他们把我带进另一个房间,远处墙壁的高处开着一个巨大的洞口,半空中吊着一头头被切成两半的阉牛。对。每个钩子上都是整牛,四条腿都在。其中一头牛被钩子吊着,从洞口缓缓移了出来。它刚刚被人谋杀。那头牛刚好停在了我的头顶,它被挂在钩子上,悬在空中。

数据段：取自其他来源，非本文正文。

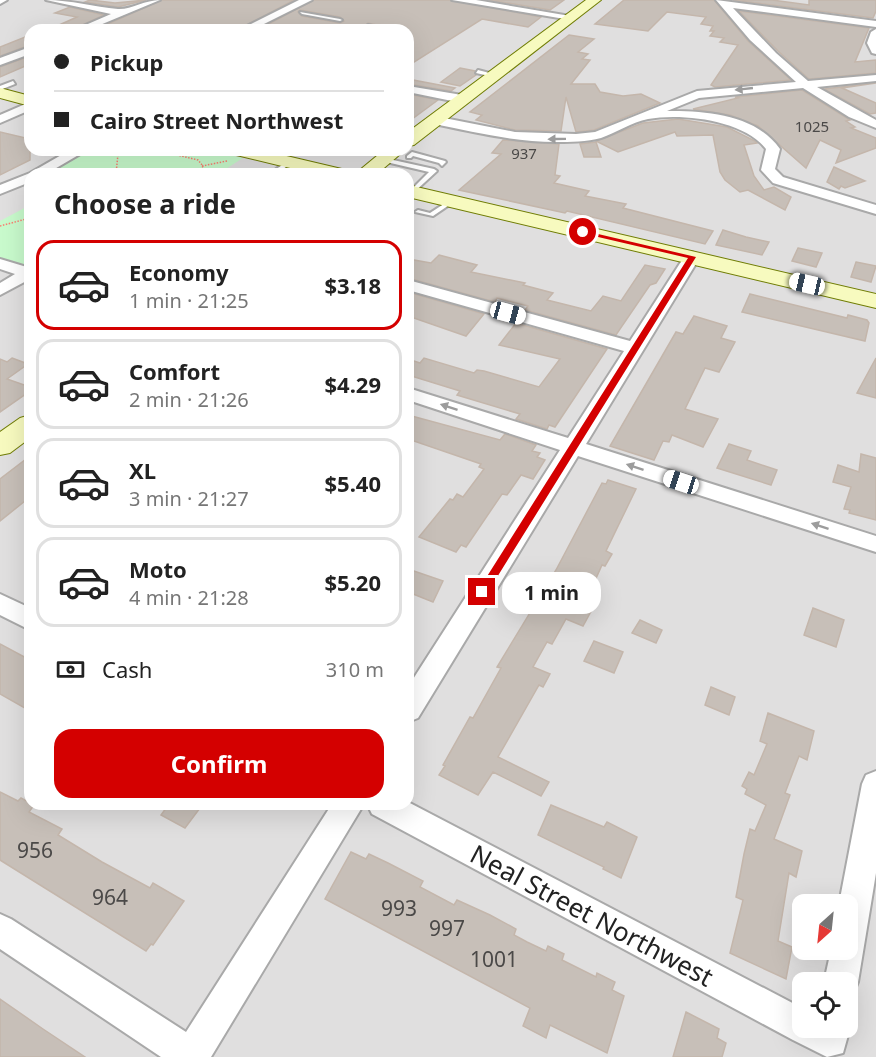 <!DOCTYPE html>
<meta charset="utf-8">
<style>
:root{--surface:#fff;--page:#f6f6f6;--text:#222;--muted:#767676;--line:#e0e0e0;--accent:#d40000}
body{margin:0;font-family:"Noto Sans",sans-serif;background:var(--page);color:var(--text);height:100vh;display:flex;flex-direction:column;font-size:22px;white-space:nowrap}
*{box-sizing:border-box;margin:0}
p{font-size:20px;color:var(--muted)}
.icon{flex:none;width:33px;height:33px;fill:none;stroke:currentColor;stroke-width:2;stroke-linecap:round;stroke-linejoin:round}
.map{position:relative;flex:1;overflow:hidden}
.side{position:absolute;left:24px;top:168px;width:390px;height:642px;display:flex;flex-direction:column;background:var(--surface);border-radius:18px;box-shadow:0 6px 24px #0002}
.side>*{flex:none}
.guide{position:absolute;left:24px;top:24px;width:390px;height:132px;border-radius:18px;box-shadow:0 6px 24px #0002;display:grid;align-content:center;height:132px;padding:0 30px;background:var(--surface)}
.needle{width:39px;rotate:207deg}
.buttons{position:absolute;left:792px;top:894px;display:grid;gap:12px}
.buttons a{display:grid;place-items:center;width:66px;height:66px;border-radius:12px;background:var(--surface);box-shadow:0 6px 24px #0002;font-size:30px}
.end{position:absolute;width:27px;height:27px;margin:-14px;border:8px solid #d40000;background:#fff;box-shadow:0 0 0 3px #fff}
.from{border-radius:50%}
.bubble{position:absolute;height:42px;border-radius:18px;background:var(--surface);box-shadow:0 6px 24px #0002;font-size:20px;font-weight:700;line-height:42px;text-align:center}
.car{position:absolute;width:18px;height:36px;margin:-18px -9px;border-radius:8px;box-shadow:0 0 4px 2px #0007;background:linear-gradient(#fff 24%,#345 0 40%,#fff 0 76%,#345 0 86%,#fff 0)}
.guide b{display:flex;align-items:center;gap:21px;height:57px;font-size:22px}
.guide b+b{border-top:2px solid var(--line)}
.guide i{width:15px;height:15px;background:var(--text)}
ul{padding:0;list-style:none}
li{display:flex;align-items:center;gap:18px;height:90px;margin:0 12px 9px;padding:0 18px;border:3px solid var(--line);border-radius:18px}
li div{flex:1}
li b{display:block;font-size:22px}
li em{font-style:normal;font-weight:700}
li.on{border-color:var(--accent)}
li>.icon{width:54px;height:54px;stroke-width:1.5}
h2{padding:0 30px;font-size:27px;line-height:72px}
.pay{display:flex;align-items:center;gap:15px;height:66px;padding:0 30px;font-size:22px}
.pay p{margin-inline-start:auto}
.action{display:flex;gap:12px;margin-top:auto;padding:12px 30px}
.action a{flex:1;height:69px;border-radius:18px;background:var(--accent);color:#fff;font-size:24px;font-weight:700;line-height:69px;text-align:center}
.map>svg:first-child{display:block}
</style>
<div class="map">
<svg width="876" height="1057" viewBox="0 0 876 1057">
<rect width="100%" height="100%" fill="#f2efe9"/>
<path fill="#e0dfdf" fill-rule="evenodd" d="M0,0H876V1057H0ZM30,30H408V150H30ZM30,174H408V804H30ZM802,904H848V950H802ZM802,982H848V1028H802Z"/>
<g fill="#c8facc">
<path d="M90,150H207L243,158L218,174H43Z"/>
<path d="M30,205V267L0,258V221Z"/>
</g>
<g fill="#c7bfb8" stroke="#c4b6ab" stroke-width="1.5" fill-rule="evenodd">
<path d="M90,0L115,3L146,0L118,7L85,2Z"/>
<path d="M162,0H294L237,30H94Z"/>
<path d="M314,0H450L541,17L528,27L482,19L408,66V30H388L386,27L368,23L364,27L371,30H257ZM300,10L340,17L344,21L340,23L302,16L298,12Z"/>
<path d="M489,0H564L550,10Z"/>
<path d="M624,0H714L748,41L791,80L715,87L711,85L738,45L720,42L724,38L710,36L714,31H710L713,26L701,24L706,17L667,12L648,31L595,24Z"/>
<path d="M733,0H772L809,5V0H876V11L873,18Z"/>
<path d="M70,7L104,15L72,30H48L77,17L55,13Z"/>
<path d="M739,11L869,28L855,62L876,60V73L809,79L778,51Z"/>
<path d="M30,35V45L0,56V47Z"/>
<path d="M569,35L594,39L578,52L588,54L582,59L590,60L571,84H595L600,92L623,96L641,94L660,103L594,130L576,132L566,97L561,131L515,130L476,120L482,115L470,112Z"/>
<path d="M30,56V64L0,77V67Z"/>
<path d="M460,68L475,71L476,75L460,86L441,82Z"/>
<path d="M408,79L455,88L451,91L408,84Z"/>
<path d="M876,83L842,88L876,103V113L870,114L824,89Z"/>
<path d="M802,90L850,120L846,121L855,127L851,128L876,138V148L836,163L841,150L820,140L806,168L758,126L730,115L693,109L738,98L735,97Z"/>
<path d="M408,94L438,100L408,122Z"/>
<path d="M678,119L727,127L755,141L757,143L744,145L754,176L764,190L774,187L791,197L785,210L748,190L740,192L725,180L720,172L713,135L677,136L675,132L618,152L596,141L643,123Z"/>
<path d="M0,132L30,139V160L0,175Z"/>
<path d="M503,140L559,144L555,175L560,176L554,183L589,191L585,196L626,204L623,208L713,231L705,244L567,211L565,213L459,190L501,154L492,153Z"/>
<path d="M596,142L601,157H584L580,144Z"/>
<path d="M834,167L865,181L845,188L841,186L839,189L827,182Z"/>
<path d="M723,230L746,237L769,242L762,255L716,245Z"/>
<path d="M798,248L822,253L816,267L792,261Z"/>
<path d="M439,255L477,265L471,272L525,283L523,285L553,293L547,300L591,311L603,296L621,301L645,265L665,269L656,283L650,285L616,335L525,310L528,306L497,298L495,302L408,278V259L431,263Z"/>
<path d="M856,262L876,266L871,282L851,277Z"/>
<path d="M408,292L484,314L466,336L408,316Z"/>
<path d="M750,294L847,318L848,315L867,320L869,323L865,341L742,312Z"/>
<path d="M694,316L727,326L721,338L735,342L719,372L705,368L685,409L718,419L703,447L672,435L669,442L663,441L654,460L610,446L676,332L683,334Z"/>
<path d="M516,323L607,349L555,427L549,425L547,429L516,419L520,414L457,395L460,391L408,375V359L420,363L424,358L474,373L477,370L484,371L539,387L560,359L499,345Z"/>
<path d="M12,358L28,364L7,379L30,387V391L0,412V359L7,362Z"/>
<path d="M876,358V398L857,393Z"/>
<path d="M408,415L500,440L505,434L536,445L532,451L540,453L537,457L545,460L533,479L521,475L507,495L502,494L466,547L461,545L456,552L419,537L450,499L453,500L457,494L463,497L484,469L479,467L481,464L408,439Z"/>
<path d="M729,444L751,451L747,460L777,470L771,485L717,468Z"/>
<path d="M861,454L876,458V520L849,513L850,510L844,509L851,487L833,482L838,465L859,472Z"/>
<path d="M30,456V497L0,521V479Z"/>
<path d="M608,480L636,489L606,551L612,554L605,566L602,565L585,603L594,606L583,626L566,619L552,644L547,642L533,667L550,674L543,687L539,685L498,757L549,782L541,796L493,772L478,795L439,775L445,766L443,765L470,717L473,718L501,668L497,667L556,570L602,483L606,484Z"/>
<path d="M408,569L443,581L433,602L408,592Z"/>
<path d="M813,608L844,620L836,647L804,635Z"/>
<path d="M640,620L662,630L656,643L632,633Z"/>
<path d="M594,641L623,652L614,673L584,661Z"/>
<path d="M0,644L30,660V711L0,694Z"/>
<path d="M711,687L735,697L729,715L705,705Z"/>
<path d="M768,713L814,731L807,760L799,756L785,793L790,795L774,839L802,851L796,877L789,873L778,941L792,947L786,979L730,953L743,900L736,897L744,854L750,829L755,831L766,805L745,794L747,789L742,786L749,772L754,775L767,744L760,741Z"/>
<path d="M0,792L18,801L21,798L34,805L29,812L62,829L58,835L102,862L150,888L153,883L184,901L153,945L151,944L146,951L0,860Z"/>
<path d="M169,804H203L185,828L161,815Z"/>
<path d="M551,805L604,827L607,822L637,837L621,878L603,869L604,867L538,835Z"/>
<path d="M351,852L366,859L369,854L388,863L423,881L420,887L454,905L457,900L490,915L516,929L514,935L527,942L546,951L548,946L564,954L562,960L596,977L597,973L615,982L612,990L624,996L607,1053L550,1025L546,1038L523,1026L530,1008L325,899Z"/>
<path d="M0,999L43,1029L85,1057H0Z"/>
<path d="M686,1012L719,1029L717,1038L726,1043L722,1057H673Z"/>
</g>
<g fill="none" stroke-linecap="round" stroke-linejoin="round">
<defs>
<g id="lane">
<path d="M300,12L340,19L342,20L340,21L302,14Z"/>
<path d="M368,25L386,29V30L366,27Z"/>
<path d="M478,70L497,75L494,77L476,73Z"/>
<path d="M13,81L15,84L0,90V86Z"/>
<path d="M412,152L445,161L446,162L442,166L439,163L413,156L411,158H407V156Z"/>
<path d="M384,158L434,169L437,171L412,194L410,193V191L429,172L382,161V159Z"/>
<path d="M288,161L293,162L276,174H269Z"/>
<path d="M450,200L455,201L433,216L415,212L418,210L430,213Z"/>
</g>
<g id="street">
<path d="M0,0H7L0,4Z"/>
<path d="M46,0C71,0 94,7 118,9C130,10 145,0 160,0L88,30H74L111,14Z"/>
<path d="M299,0H312L252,30H239Z"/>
<path d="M452,0H476L576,17L571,20Z"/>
<path d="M716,0L876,21V27L733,8L776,53L808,81L876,75V81L817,87L876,120V128L849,117L803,88L699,98L667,111C707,111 755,114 780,149L775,169L783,177L876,205V214L773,183L761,170L766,149C744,120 682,113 648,119C632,122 616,133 601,138C587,142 570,142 556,142C515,142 474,132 434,124L428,120L434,116L515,132L576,134L595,132L697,91L796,82L750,40Z"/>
<path d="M876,29V54L872,53L867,43L871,32Z"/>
<path d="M30,47V54L0,65V58Z"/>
<path d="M408,86L462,95L468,99L462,103L408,92Z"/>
<path d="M30,102V110L0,123V115Z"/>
<path d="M70,150H87L46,174H30V182L0,194V185L30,173Z"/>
<path d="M692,252L700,257L586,444L876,536V552L578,456L418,718L408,722V687L560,450L408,400V388L568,438L624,351L408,290V280L630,341L686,254Z"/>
<path d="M0,259L30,268V279L0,295V283L15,274L0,269Z"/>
<path d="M0,594L30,608V630L0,615Z"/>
<path d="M876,771V873L858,982L853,994L848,996V982H824L831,950H848V904H839L862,784L866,775Z"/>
<path d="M408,802L802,1008V1028H848V1021L850,1028L843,1053L827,1057L793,1040L372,814L367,804Z"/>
<path d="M332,804H364L211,1057H161L0,949V914L11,919L186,1032Z"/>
</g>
<g id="secondary">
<path d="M586,0H601L414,145L408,146V132Z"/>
<path d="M0,88L30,96V106L0,98Z"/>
<path d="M229,150H261L346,170L349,174H315L232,154Z"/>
<path d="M384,150H405L377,174H355Z"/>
<path d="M408,185L876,294V308L408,197Z"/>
<path d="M30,415V438L10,453L0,455V432L20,418Z"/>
</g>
</defs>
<use href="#lane" stroke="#a9a9a9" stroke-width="4"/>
<use href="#street" stroke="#a9a9a9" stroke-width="4"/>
<use href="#secondary" stroke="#707d05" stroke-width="2"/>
<g stroke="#fa8072" stroke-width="1.5" stroke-dasharray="1.5 1.5" stroke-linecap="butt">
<path d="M156,150L198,160L203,166L198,174"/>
<path d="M202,166L227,161"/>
<path d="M116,174L118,154L121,150"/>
<path d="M0,226L30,218"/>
</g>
<use href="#lane" fill="#fff" fill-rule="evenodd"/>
<use href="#street" fill="#fff" fill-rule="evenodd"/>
<use href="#secondary" fill="#f7fabf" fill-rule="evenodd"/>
</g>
<defs><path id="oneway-solid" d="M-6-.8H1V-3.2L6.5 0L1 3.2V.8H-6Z" transform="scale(1.5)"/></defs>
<g fill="#9c9c9c">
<use href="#oneway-solid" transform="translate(744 89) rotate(174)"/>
<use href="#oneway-solid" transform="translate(557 139) rotate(179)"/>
<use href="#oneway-solid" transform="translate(449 407) rotate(-162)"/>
<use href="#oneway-solid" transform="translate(635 467) rotate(-162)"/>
<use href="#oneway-solid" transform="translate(820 526) rotate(-162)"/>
</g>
<path fill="#d40000" d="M581,230L696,257L486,595L482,596L477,592L479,589L688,258L581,233Z"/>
<g text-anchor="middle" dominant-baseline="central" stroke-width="5" stroke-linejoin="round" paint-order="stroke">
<g font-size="15" fill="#4b4948">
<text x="812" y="126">1025</text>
<text x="524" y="153">937</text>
</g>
<g font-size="21" fill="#4b4948">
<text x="35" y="850">956</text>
<text x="110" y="897">964</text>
<text x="399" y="908">993</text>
<text x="447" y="928">997</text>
<text x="494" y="959">1001</text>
</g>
<g font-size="26" fill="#222" stroke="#fff">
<text transform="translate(592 915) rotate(28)">Neal Street Northwest</text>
</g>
</g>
</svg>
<div class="buttons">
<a><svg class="needle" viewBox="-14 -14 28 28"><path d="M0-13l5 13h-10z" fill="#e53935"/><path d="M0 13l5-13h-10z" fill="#767676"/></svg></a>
<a><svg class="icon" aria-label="locate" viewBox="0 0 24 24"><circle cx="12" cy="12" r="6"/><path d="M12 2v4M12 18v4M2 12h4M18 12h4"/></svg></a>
</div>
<i class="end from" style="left:583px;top:232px"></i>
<i class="end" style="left:482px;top:592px"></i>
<div class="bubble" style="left:502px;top:572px;width:99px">1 min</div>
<i class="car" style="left:807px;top:284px;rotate:283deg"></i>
<i class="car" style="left:508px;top:313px;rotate:105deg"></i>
<i class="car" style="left:681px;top:482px;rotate:288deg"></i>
<div class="guide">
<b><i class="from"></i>Pickup</b>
<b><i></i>Cairo Street Northwest</b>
</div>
<section class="side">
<h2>Choose a ride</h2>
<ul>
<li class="on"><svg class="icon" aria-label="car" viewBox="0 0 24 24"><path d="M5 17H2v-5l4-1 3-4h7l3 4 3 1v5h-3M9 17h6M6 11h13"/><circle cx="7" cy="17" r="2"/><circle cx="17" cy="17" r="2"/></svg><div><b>Economy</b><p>1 min · 21:25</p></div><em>$3.18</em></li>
<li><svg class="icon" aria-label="car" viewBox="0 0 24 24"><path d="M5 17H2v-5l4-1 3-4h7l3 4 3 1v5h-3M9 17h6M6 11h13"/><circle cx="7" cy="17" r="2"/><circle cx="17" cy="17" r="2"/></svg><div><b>Comfort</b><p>2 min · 21:26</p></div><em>$4.29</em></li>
<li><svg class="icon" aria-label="car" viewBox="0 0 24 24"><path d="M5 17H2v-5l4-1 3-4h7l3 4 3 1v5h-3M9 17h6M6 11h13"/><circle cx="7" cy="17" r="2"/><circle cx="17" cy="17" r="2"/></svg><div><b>XL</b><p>3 min · 21:27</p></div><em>$5.40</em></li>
<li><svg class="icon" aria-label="car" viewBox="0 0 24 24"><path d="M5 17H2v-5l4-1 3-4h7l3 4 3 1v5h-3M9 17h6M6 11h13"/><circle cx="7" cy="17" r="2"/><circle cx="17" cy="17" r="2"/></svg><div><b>Moto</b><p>4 min · 21:28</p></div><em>$5.20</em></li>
</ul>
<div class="pay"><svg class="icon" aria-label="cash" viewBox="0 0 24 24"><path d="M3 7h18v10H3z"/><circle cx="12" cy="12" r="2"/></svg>Cash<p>310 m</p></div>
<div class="action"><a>Confirm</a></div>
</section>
</div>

我心想,他们一定刚刚才杀了它,这倒霉的牛。可他们怎么分得清一个人和一头牛?他们怎么分辨我不是一头阉牛?

“好!——把它荡起来!”

“荡起来?”

“对——和它一起跳舞!”

“啥?”

“老天爷啊!乔治,过来!”

乔治走到了那头死牛下面。他一把抓住它。一。他向前跑。二。他向后退。三。他猛地向前冲出很远。那头牛几乎与地面平行。有人按下一个按钮,他便把它送进了轨道,送往了全世界的肉类市场。在下午两点,他把它送给全世界那些爱聊八卦、脾气暴躁、无事可做、蠢到家的家庭主妇。她们穿着舒适的家居罩衣,懒洋洋地抽着沾满红色唇印的香烟,心里不会有一丝波澜。

他们把我放到了下一头阉牛身下。

一。

二。

三。

我接住了,那死去的尸骨抵着我存活的血肉,骨头的重量深深切入我的身体。我想起了瓦格纳的歌剧;我想到了冰镇啤酒;我想起了一个性感的娘们儿坐在我对面的沙发上,双腿交叉。而我手里拿着酒,不紧不慢地朝着她靠近,和她聊天,穿过她身体里那空洞的思想。就在这时,查尔斯吼道:“把她挂进卡车!”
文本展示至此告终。